Input records =>
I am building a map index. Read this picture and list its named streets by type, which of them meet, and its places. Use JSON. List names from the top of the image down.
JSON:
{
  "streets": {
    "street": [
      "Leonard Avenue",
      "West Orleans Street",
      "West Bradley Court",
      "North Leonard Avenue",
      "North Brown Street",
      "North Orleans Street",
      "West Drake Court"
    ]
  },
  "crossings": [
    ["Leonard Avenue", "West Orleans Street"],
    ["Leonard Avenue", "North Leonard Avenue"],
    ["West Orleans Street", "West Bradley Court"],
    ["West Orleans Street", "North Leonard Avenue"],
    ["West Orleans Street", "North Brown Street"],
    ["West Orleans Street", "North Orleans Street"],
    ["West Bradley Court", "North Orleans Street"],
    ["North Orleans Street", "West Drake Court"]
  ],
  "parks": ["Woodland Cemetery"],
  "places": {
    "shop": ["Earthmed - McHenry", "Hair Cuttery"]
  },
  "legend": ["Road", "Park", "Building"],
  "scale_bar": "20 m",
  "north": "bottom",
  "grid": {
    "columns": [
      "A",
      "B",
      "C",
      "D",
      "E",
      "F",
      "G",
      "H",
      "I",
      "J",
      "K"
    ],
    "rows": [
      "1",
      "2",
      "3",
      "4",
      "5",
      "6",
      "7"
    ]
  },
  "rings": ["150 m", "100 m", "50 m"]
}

Required action =>
Count every line of the material that holds "JSON". Reply with the number alone.

Task result =>
2